━━━ Material supplied ━━━

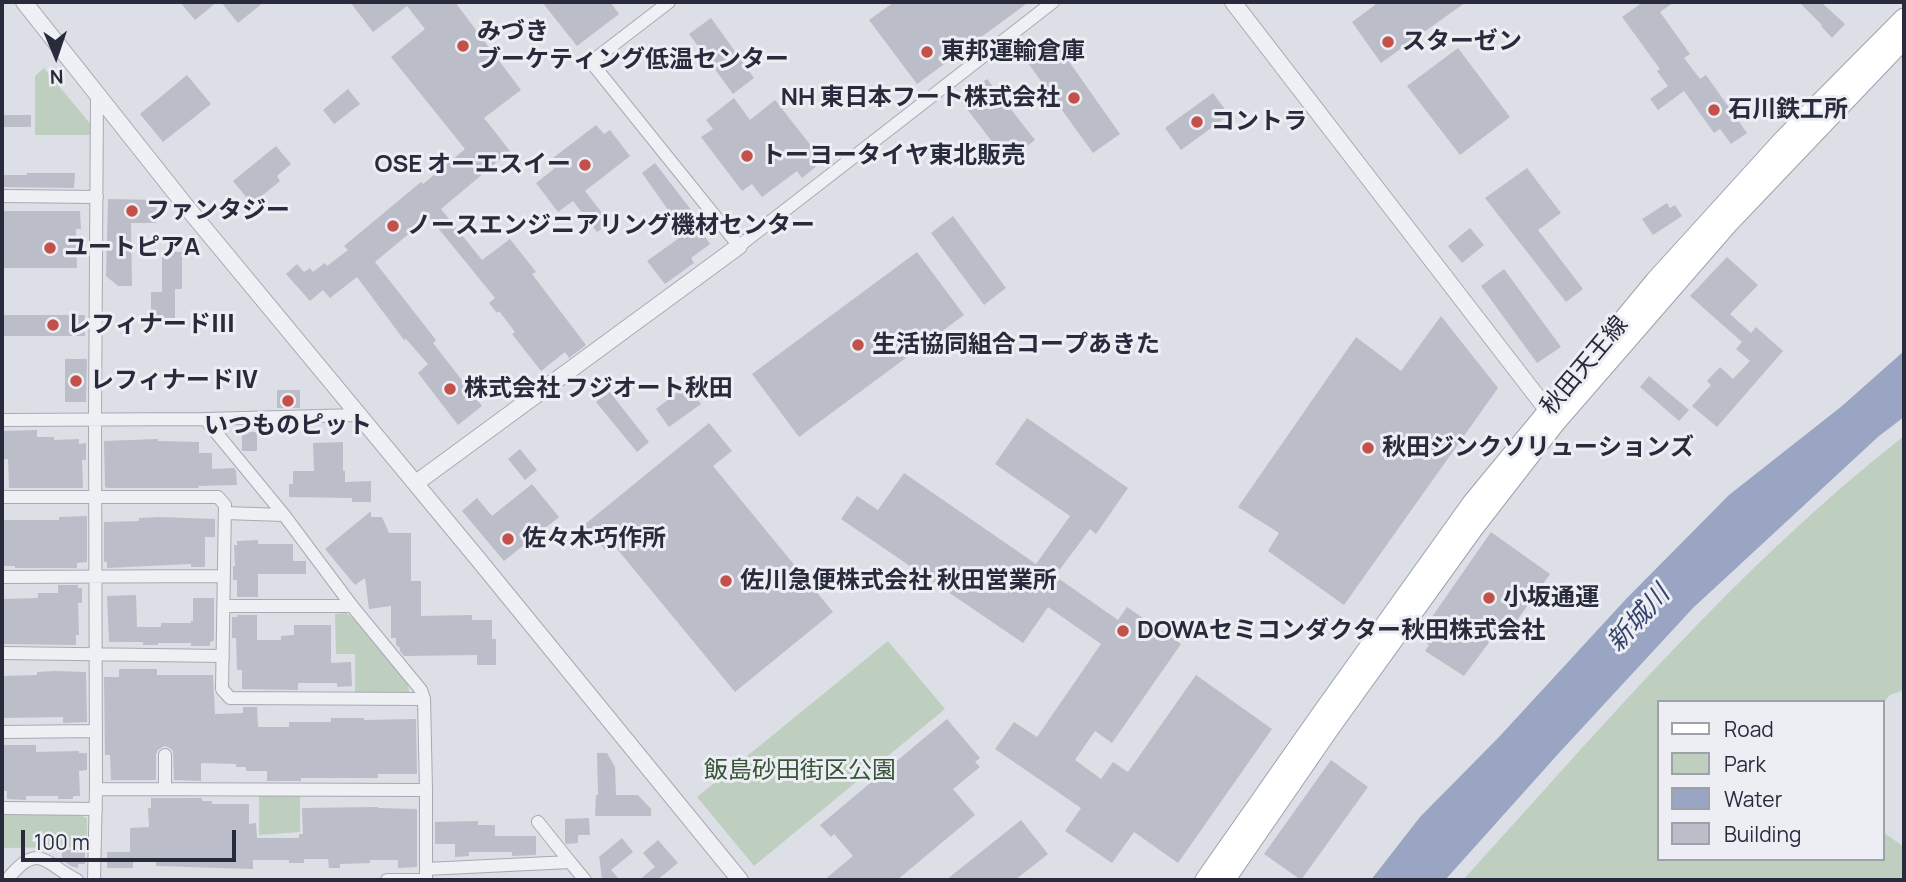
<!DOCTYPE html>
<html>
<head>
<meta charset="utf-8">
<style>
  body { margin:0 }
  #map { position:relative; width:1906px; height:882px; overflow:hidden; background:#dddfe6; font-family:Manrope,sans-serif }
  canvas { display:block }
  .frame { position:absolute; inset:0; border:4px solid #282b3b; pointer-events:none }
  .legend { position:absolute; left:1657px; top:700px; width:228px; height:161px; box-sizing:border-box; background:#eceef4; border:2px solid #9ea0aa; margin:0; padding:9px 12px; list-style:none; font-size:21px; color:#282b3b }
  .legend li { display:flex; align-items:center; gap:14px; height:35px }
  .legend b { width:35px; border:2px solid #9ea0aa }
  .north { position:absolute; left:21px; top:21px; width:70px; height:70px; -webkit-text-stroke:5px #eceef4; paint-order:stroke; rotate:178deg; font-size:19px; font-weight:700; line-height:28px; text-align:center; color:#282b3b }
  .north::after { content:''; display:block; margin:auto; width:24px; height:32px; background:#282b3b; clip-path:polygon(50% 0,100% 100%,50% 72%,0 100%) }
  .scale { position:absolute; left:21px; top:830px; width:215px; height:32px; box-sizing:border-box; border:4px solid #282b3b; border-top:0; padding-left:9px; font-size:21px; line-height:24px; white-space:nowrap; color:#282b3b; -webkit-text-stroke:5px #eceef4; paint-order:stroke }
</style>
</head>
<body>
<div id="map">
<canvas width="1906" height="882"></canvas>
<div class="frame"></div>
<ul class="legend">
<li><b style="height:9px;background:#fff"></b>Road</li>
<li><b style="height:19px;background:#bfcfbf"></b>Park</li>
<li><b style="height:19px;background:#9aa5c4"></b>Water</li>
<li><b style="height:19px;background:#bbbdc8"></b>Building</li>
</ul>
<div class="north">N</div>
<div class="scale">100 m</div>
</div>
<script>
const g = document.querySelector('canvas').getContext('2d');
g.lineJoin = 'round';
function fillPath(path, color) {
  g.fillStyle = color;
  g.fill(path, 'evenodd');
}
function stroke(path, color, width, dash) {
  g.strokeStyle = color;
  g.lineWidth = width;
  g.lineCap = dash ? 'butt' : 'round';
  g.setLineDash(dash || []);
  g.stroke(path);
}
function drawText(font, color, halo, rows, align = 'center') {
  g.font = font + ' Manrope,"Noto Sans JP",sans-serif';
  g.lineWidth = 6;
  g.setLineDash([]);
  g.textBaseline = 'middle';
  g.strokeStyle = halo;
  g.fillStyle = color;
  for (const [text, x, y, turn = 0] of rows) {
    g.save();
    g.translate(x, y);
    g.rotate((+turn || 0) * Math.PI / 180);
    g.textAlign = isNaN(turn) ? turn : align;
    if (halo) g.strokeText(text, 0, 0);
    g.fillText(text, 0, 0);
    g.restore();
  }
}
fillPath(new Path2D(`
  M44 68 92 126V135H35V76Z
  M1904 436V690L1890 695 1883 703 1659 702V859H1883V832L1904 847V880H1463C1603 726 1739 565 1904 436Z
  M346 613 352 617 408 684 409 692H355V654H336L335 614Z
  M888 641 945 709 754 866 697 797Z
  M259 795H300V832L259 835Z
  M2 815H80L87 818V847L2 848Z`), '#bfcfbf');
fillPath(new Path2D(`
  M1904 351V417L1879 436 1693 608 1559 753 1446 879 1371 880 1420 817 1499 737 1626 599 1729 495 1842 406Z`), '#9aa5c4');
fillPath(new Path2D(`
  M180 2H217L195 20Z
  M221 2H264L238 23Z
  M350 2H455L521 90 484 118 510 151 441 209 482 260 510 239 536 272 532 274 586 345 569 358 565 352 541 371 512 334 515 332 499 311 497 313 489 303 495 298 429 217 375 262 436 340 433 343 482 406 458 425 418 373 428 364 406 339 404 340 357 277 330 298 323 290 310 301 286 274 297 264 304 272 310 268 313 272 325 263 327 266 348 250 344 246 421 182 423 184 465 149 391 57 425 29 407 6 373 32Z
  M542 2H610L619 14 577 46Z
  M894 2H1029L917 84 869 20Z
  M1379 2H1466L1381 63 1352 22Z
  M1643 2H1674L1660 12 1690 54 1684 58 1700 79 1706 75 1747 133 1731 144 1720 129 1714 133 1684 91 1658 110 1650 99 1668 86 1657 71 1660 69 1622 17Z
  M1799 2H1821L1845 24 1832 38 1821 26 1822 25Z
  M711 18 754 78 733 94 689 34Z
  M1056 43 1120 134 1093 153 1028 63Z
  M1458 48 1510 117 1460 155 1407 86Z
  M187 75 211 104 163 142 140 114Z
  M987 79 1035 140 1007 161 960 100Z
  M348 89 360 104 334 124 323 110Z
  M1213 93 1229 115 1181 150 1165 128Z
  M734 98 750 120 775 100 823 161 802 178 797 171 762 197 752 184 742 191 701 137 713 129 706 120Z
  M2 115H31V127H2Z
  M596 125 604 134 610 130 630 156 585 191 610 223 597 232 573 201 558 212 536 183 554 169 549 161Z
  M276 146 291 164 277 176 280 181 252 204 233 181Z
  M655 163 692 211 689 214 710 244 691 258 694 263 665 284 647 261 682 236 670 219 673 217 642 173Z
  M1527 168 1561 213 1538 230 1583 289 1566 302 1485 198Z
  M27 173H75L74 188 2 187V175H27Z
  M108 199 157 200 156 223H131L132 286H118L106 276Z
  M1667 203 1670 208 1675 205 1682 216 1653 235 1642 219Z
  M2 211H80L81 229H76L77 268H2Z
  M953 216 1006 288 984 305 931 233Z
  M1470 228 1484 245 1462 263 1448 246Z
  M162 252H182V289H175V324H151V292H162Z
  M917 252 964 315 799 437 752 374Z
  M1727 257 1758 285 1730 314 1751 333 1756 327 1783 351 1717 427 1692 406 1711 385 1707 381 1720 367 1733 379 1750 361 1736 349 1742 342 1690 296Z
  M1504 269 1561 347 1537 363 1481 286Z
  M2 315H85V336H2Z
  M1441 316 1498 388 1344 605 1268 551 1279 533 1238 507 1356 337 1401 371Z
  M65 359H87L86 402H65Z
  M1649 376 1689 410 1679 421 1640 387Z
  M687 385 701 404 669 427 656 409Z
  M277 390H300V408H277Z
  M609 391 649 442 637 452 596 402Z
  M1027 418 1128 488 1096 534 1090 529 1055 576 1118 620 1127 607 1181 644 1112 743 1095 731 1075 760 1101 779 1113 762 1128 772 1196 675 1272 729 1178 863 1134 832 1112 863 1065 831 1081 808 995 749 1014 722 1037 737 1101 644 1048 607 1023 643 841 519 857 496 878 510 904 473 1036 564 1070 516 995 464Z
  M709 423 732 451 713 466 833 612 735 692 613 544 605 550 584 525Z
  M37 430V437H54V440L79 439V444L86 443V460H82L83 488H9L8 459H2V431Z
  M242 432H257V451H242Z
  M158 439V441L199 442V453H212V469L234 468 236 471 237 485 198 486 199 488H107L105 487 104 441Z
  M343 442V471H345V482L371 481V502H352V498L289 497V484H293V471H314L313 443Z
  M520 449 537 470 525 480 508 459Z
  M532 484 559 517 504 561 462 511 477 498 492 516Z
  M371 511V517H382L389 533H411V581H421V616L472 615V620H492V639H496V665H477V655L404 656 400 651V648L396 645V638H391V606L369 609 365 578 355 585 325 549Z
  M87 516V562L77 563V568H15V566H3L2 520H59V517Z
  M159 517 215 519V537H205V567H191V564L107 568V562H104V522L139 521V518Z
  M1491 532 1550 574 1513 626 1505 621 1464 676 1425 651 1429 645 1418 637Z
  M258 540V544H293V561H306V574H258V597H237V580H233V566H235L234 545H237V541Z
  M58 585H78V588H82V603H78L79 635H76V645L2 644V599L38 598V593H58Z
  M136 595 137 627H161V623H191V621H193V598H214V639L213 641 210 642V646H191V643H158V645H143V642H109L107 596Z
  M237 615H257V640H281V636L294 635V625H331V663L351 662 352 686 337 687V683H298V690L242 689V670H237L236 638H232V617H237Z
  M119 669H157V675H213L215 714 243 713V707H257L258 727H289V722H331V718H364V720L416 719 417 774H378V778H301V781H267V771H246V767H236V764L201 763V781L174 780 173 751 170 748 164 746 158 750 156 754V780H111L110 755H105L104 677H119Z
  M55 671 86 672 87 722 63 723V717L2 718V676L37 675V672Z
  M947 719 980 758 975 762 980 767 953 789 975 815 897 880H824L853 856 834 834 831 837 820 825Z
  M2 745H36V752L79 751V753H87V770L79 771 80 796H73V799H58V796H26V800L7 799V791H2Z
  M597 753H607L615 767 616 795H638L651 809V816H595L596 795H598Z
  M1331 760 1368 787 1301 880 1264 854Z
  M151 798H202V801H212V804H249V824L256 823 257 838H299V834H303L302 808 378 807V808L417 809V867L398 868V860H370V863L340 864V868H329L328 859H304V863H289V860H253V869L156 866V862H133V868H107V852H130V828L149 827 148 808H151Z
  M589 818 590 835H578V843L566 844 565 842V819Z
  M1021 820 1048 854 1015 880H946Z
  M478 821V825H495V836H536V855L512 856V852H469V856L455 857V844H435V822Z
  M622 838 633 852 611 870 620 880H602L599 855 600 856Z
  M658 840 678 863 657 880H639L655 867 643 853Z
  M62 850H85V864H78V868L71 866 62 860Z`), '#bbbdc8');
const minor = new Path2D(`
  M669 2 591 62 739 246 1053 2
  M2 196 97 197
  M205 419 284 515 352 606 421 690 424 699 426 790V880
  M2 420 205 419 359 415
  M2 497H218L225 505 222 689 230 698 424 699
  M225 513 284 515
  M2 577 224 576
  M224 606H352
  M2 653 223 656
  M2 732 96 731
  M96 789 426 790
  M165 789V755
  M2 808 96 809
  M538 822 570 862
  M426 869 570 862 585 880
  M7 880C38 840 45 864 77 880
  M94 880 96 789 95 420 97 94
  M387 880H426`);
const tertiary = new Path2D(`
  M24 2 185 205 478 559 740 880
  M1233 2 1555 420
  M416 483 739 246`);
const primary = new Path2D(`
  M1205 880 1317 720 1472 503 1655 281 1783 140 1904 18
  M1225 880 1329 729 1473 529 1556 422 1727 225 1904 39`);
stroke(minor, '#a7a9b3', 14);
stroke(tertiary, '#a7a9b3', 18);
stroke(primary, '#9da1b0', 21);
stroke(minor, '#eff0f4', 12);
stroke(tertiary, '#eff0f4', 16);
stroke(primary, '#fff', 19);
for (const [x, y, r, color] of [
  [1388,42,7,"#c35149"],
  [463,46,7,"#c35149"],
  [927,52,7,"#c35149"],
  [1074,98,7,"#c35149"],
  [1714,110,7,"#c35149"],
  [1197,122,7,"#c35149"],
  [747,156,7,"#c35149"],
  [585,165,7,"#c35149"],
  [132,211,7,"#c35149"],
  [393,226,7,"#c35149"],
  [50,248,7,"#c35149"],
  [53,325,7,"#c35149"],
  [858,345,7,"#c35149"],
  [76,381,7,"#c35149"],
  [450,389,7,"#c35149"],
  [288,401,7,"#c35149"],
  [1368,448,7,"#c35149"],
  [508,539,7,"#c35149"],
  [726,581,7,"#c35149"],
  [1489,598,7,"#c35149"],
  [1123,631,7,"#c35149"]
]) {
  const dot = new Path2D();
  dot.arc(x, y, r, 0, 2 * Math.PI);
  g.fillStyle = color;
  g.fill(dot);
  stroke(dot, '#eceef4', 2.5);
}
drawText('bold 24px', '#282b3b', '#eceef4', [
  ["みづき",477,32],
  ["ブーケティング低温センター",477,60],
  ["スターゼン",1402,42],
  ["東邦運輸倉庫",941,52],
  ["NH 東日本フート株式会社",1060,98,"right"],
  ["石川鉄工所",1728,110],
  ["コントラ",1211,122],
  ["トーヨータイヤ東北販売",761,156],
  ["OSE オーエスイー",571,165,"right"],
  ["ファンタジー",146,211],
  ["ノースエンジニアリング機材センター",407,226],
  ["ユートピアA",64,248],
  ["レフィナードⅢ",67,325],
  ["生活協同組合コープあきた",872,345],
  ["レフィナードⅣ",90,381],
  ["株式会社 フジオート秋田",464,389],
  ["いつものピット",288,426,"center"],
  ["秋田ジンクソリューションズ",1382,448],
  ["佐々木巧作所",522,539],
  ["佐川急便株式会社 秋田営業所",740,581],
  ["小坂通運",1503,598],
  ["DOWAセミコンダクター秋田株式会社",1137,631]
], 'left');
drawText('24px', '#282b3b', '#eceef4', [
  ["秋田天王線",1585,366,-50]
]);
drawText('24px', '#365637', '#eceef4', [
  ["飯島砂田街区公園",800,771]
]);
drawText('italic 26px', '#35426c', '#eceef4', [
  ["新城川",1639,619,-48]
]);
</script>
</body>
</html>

━━━

#### Work task
Lines containing the word "function" must all be returned from the material above.

#### Solution to the exercise
function fillPath(path, color) {
function stroke(path, color, width, dash) {
function drawText(font, color, halo, rows, align = 'center') {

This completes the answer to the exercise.